** Problem details **
Search the entries for lines with the string "data" and say how many there are, giving only the number.

** Record extracts **
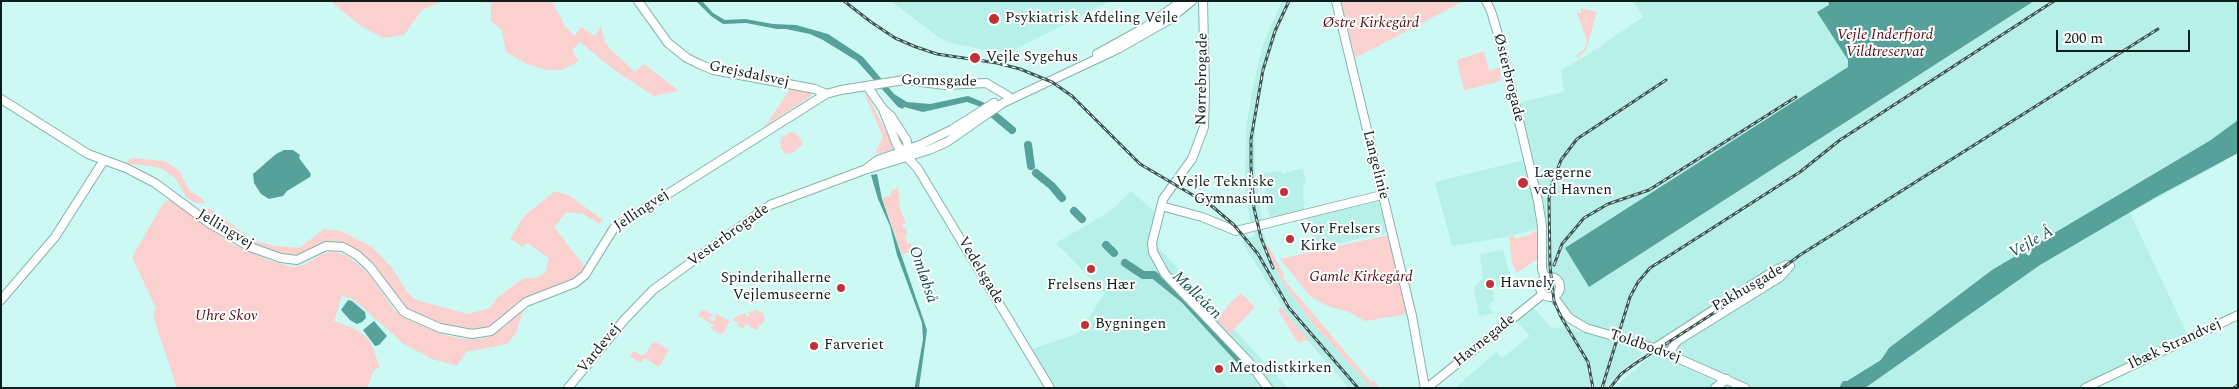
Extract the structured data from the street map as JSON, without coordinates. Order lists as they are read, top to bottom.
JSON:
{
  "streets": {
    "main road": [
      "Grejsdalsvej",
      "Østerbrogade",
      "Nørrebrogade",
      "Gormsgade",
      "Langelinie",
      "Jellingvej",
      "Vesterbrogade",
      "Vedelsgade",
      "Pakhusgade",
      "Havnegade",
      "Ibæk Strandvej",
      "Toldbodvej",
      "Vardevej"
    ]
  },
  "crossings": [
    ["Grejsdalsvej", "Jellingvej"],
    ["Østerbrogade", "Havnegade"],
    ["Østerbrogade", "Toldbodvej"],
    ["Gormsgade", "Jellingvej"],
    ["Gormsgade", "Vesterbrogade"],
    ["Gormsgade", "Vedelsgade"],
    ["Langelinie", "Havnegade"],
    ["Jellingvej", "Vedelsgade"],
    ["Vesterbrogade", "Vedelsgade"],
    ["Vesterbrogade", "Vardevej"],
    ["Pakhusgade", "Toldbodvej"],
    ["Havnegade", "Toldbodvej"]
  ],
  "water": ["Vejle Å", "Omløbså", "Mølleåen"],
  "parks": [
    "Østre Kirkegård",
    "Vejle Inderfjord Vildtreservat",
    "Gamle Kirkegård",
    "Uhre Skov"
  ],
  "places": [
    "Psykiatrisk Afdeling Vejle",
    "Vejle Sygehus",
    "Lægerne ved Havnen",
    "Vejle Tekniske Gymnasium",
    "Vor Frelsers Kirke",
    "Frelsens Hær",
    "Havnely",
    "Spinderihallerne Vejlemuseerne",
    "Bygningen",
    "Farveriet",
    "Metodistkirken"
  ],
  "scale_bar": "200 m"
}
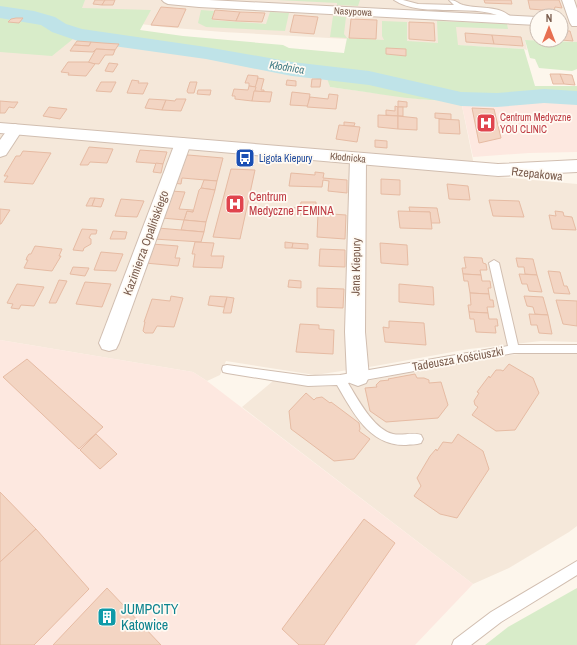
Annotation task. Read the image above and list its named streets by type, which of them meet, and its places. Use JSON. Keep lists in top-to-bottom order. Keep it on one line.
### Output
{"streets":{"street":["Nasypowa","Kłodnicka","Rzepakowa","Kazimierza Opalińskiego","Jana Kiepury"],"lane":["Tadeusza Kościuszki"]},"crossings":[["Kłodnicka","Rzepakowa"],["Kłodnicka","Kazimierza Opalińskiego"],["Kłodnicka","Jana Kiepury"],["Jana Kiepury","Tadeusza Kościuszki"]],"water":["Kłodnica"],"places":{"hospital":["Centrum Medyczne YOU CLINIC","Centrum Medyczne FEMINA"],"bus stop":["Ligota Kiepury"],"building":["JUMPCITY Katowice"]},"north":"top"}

--

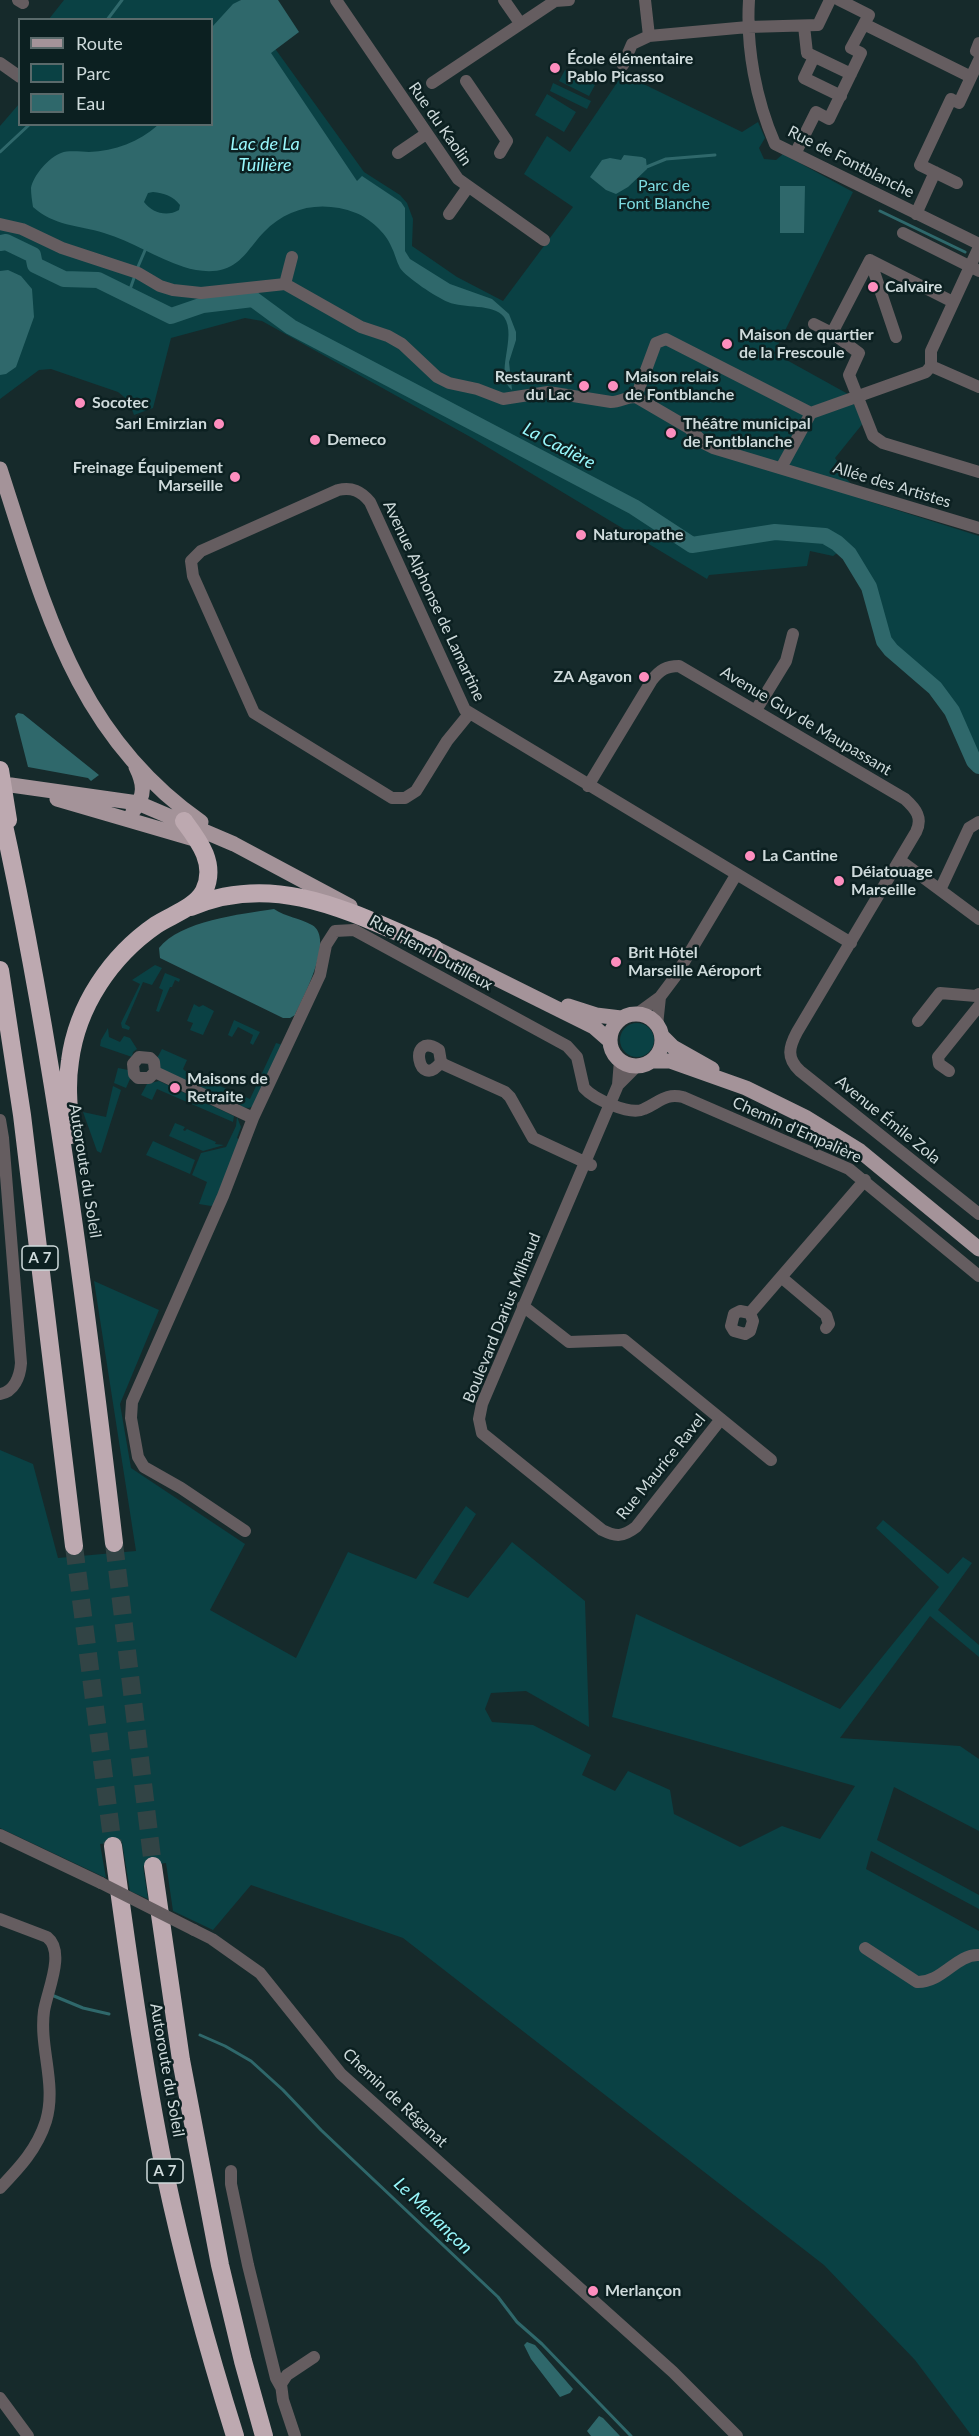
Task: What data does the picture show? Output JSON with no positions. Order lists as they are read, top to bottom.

** Solution to the exercise **
2